Well this is going to be a quick as my battery is running low at the moment. Actually it would be more accurate to say that SOMETHING is draining my energy this late afternoon and evening , and I don't quite know how to explain it.

I have gone through this many times in the past and it has never made sense ( but what else is new? ). Symptoms : brain fog , psychic itch , loss of appetite,a restlessness but also a wish to just go to sleep and sleep it off ( no , I don't drink ) , and a heightened sense that something is happening to someone . I don't know who and I don't know what ; I just feel that SOMETHING is definitely going on right outside my reach. It's almost like I am beside myself; you know, here but really somewhere else. Though I've experienced this numbers of times in the past , it's been quite a long time since last it happened. And for the record I am only aware of one time in which something actually was happening to someone ( I'll tell you that story another time), and that time I DID know the who and the what.

So tonight , I'm making myself crazy, or rather trying to quell the crazy feeling .

I'll be back again soon . Maybe then I can talk and make some sense. Maybe I'll have an explanation for this, or a story to tell. Then again , maybe not. Life is like that, ya know. I wonder if it has ANYTHING to do with Leonard Cohen???? Or maybe YOU ?
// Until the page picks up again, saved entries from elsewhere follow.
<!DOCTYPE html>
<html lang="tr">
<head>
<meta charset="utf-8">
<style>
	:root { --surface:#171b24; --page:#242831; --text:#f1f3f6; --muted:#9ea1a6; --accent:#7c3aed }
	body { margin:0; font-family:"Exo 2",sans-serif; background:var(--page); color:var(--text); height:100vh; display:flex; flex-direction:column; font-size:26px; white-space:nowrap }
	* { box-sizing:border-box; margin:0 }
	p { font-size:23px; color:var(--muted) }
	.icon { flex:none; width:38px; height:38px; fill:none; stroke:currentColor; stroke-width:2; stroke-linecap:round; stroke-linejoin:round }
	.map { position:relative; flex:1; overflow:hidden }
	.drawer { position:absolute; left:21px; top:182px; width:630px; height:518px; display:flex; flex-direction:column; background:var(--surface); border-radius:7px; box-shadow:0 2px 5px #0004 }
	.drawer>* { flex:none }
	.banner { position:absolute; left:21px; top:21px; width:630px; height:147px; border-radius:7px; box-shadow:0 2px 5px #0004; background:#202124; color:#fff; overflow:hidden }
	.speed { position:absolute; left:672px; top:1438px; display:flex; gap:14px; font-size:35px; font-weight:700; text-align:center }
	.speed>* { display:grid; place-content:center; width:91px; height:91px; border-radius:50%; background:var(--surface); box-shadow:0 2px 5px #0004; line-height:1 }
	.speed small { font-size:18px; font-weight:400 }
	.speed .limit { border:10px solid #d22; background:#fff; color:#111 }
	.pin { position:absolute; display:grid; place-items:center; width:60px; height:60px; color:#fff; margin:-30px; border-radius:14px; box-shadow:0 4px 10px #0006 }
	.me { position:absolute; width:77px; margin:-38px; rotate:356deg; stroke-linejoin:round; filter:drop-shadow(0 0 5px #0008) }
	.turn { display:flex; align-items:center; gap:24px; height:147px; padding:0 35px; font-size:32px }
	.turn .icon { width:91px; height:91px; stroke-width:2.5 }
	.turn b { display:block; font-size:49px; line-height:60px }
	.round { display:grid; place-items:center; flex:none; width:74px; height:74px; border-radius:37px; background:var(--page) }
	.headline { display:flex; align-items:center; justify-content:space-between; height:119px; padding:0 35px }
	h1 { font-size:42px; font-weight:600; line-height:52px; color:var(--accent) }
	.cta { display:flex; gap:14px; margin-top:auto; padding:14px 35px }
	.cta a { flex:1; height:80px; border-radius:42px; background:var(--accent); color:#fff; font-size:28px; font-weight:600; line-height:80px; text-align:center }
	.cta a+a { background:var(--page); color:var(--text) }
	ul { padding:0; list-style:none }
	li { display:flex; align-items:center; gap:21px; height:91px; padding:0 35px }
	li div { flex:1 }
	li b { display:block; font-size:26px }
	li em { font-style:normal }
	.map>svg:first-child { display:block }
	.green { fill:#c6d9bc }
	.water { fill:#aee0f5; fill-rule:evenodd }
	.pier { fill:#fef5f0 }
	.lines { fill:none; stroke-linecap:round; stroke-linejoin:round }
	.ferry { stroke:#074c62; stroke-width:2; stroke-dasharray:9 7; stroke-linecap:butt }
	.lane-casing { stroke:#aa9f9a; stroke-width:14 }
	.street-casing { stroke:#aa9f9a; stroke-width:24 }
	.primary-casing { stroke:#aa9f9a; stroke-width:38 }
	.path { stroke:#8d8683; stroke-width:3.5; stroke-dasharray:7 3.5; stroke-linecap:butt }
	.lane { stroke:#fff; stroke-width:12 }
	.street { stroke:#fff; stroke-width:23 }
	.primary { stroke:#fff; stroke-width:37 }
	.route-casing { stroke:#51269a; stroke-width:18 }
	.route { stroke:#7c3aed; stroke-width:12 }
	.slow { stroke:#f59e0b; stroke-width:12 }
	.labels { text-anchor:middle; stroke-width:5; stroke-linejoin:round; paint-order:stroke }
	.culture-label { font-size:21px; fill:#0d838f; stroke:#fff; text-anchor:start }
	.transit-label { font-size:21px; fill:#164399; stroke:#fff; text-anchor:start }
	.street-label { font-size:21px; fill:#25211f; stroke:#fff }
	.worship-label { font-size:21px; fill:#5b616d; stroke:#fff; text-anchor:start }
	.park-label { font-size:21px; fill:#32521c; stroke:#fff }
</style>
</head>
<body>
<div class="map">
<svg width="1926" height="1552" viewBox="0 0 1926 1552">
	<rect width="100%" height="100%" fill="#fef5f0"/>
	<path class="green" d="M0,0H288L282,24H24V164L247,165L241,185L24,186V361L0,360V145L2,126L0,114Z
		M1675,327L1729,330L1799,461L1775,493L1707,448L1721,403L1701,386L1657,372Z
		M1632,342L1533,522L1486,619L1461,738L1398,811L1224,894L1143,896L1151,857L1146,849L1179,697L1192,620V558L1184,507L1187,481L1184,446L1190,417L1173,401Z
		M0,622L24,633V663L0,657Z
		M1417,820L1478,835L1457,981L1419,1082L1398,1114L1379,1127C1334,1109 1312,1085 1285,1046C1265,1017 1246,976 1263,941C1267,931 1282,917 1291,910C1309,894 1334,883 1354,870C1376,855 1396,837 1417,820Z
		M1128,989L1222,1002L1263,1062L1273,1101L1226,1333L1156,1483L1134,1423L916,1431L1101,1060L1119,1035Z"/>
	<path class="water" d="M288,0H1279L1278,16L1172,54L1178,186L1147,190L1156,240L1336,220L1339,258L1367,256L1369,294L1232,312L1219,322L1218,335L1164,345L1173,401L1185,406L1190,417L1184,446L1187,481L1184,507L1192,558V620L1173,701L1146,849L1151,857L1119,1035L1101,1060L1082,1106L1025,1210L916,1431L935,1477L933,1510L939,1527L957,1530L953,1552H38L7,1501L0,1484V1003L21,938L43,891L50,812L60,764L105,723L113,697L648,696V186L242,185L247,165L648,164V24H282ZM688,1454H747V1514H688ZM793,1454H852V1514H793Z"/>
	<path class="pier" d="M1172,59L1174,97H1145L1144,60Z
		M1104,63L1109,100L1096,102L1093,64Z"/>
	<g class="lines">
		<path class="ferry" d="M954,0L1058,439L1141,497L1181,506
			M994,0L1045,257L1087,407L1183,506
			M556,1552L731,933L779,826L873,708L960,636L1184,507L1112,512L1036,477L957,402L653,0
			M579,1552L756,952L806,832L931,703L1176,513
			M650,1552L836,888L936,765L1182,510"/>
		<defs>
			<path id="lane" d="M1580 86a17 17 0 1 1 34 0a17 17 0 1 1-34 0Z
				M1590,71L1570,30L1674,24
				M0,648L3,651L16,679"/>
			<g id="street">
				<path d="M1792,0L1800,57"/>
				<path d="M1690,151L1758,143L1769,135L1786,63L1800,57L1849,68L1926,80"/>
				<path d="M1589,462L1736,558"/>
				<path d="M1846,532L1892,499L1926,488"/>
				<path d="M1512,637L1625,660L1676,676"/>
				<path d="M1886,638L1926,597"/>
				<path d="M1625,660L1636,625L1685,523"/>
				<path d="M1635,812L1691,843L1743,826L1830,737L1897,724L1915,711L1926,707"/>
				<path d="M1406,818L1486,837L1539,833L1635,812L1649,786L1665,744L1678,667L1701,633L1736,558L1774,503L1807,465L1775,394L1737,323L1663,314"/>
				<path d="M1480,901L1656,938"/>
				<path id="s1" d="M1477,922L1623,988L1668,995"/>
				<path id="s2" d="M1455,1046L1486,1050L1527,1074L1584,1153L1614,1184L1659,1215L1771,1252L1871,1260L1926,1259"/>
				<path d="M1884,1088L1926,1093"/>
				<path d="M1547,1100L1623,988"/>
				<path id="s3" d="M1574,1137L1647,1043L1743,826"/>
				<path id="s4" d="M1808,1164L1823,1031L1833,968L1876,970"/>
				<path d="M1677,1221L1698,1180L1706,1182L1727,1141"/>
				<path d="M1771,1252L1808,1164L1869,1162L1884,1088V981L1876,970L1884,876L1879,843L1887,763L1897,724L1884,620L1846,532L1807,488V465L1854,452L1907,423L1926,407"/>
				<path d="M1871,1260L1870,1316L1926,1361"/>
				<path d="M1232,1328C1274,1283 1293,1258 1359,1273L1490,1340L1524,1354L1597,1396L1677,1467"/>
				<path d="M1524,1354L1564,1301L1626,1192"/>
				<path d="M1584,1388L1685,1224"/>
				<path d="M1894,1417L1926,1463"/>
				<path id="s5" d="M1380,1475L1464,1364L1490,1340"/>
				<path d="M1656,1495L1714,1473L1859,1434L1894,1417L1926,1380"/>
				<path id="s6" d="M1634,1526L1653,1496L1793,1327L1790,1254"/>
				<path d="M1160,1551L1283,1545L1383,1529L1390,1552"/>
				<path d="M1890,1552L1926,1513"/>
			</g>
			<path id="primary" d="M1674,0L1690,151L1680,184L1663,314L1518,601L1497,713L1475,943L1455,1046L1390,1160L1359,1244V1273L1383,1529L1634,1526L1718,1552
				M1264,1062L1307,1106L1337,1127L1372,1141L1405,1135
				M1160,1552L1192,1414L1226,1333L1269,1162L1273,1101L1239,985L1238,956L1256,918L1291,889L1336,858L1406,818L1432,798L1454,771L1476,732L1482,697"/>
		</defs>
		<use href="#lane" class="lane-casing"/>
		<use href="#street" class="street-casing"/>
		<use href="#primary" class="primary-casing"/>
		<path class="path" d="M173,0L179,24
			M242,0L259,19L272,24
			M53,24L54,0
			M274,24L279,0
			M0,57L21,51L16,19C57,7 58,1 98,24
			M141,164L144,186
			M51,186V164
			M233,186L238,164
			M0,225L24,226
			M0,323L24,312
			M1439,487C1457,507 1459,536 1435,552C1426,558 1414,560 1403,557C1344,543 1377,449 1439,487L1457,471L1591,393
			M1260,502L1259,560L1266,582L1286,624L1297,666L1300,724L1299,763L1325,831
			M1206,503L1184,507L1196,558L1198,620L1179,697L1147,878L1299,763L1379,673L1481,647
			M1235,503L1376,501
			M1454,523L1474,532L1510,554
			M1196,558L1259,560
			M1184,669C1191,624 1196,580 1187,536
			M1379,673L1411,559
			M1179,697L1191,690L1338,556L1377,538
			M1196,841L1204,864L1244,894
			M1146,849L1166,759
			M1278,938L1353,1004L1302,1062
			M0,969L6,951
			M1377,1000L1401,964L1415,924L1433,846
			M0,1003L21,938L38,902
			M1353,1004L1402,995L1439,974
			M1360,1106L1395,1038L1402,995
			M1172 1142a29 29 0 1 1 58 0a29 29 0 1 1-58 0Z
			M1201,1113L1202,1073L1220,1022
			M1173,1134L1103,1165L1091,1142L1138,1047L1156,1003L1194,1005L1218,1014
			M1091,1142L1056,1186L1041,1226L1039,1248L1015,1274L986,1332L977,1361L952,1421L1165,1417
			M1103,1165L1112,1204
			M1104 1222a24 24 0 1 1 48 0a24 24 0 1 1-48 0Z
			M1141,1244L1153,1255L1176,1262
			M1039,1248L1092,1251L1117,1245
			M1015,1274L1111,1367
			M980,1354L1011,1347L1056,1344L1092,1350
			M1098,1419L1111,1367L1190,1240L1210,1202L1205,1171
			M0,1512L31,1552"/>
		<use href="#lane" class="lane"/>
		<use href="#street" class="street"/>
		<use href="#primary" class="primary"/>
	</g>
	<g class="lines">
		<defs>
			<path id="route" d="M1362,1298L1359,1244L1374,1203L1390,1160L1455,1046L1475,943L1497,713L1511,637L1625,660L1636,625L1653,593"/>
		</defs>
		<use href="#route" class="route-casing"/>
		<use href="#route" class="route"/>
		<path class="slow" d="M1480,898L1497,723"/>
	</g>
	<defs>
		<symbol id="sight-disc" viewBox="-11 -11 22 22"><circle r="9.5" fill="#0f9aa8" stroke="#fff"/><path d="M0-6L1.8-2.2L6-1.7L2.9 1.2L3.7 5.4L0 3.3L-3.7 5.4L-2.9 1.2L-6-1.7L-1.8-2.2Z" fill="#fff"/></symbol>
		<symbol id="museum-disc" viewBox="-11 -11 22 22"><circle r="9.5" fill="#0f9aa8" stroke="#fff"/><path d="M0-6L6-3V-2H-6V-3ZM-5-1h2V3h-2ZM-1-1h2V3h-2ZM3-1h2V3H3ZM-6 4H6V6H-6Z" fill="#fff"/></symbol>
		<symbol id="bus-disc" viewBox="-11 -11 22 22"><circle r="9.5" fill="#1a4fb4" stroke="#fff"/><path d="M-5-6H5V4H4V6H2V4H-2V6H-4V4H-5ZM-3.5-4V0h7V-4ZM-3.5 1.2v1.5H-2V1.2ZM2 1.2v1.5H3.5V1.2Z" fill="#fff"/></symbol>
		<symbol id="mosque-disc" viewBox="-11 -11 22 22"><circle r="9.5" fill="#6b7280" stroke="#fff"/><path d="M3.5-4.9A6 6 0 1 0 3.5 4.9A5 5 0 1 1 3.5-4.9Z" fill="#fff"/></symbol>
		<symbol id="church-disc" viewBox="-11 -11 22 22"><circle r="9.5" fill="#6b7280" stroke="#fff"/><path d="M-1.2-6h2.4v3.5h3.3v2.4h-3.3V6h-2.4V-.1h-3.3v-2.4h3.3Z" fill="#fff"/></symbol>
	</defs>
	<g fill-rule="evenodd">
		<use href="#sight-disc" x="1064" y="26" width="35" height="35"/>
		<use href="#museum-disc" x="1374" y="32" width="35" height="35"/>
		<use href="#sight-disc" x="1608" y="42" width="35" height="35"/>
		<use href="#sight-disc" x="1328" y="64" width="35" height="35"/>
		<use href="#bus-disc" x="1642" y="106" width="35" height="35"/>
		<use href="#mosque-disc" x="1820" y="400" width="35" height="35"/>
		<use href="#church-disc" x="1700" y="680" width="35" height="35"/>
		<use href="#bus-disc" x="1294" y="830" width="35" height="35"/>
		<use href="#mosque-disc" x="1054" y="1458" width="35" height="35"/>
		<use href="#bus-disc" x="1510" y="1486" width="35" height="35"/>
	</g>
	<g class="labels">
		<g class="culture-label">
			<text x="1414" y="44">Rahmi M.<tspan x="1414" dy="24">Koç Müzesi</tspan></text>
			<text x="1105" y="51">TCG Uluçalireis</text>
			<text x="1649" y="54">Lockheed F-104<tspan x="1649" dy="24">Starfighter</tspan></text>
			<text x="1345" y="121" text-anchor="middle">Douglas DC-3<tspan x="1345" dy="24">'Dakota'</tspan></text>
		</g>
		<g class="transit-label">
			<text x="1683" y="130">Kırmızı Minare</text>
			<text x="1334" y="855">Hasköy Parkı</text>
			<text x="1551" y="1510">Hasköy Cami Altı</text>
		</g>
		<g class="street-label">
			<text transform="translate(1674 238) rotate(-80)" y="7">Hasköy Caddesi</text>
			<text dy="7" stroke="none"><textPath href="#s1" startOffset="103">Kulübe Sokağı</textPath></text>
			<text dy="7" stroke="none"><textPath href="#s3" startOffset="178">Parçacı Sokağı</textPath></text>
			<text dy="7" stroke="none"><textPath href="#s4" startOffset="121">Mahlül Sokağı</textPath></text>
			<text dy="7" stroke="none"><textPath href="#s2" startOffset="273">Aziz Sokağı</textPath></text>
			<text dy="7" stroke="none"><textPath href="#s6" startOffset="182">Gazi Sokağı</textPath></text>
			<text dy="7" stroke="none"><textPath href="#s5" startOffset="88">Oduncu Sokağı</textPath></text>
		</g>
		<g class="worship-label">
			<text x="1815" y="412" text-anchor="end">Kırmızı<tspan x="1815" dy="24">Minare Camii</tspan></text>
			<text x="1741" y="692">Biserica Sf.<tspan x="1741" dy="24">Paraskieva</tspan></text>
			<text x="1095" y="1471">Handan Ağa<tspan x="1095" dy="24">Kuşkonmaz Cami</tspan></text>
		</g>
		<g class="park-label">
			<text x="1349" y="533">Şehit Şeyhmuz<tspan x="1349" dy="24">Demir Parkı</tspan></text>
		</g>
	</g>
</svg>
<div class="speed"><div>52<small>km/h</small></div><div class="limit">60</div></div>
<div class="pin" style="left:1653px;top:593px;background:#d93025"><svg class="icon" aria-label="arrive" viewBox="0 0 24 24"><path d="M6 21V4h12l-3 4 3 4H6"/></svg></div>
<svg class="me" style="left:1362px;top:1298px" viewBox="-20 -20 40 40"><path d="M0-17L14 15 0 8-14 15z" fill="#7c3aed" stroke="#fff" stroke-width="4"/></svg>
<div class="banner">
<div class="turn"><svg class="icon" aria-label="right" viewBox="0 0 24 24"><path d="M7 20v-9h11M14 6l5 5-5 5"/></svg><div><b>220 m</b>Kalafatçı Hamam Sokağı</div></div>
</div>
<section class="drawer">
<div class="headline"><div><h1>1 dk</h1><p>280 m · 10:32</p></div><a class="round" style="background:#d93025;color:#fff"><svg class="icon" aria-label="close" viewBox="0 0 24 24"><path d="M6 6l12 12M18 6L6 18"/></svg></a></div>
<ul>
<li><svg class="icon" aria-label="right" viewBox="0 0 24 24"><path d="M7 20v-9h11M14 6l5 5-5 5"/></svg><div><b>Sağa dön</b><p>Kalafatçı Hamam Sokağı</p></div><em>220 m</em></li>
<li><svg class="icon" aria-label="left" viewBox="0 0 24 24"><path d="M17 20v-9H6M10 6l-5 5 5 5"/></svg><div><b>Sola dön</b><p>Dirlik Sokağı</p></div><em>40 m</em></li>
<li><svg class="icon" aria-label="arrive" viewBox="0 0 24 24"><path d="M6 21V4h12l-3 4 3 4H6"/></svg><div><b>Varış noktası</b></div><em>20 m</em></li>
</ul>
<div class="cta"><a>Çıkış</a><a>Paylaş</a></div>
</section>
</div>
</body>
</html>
Wishing you a wonderful evening, Cyth

Monday, March 2, 2009

Synchronicity & a Boost from the Universe


I just have to write about this. It's a small matter , but it speaks to me. And I wonder what it is saying. Whatever it is really trying to say to me I don't know , I can tell ya that it helped lift my spirit a bit today (more snow and it's weighing on me heavily today ).... just because there seems to be a cosmic stream out there that is determined to snatch me into it and and show me the interconnectedness of even small things.


It all started while I reading the recent blog, A Fanciful Twist . Well , actually it started sometime within the past week and was "refreshed", shall I say , by reading her blog. Sometime in this past week, for what reason I have no idea, I began thinking about Leonard Cohen. He was a big name, a poet, back when , just about at the time of my "coming of age". It was an exciting time of self-learning & boundary experimentation, and a very active socio-political climate. And the unexpected and impromptu memory of Leonard Cohen brought back memories of that time. But I know not how or why that spark had been kindled. And I let it go.


Back to Vanessa's blog , today a delightful taste of gentle mystery. Woven into her tale was mention of, none other, than Leonard Cohen. I was astounded. Aside from the little flight of memory this past week , I have not heard much, if anything, about the poet in I don't know how many years. I mean YEARS. What a curious event that she would inject mention of him in her blog , is what I thought to myself. Too, I was thinking that perhaps she was referring to a different Leonard Cohen. So I followed the link in her blog. Sure enough , it was he. Hmmmmm. What am I to make of this? Why has his name popped up twice within a week? I didn't spend too much time thinking about it because it was still unrelated to anything except my memory, and that was unrelated to anything else --seemingly no significance to my current affairs. I went about my merry way.


I visited another blog that I enjoy and through one of the comments on her page , I followed the path back out of curiosity about the commenter. And man, didn't he also reference Leonard Cohen in his writing? Indeed he did. That is twice in one day , and three times inside of a week. Well , I tell ya, it kind of stopped me in my tracks.


Now I ponder IF there is meaning to this. As far as I can tell, it still has no significance to my life. As far as I can tell. Now I do believe that the universe DOES have ways to make a person sit up and listen. And it might not necessarily be what we are typically conditioned to listened to. Sometimes, like dreams, it's a kind of code, expressive but elusive. Maybe that's the case this time too. Or maybe , it's just a coincidence. I rather am intrigued by the code theory, so I guess I'll keep my antennae up for more communications. I WILL keep you updated if this little mystery of mine ( or my own making ) develops.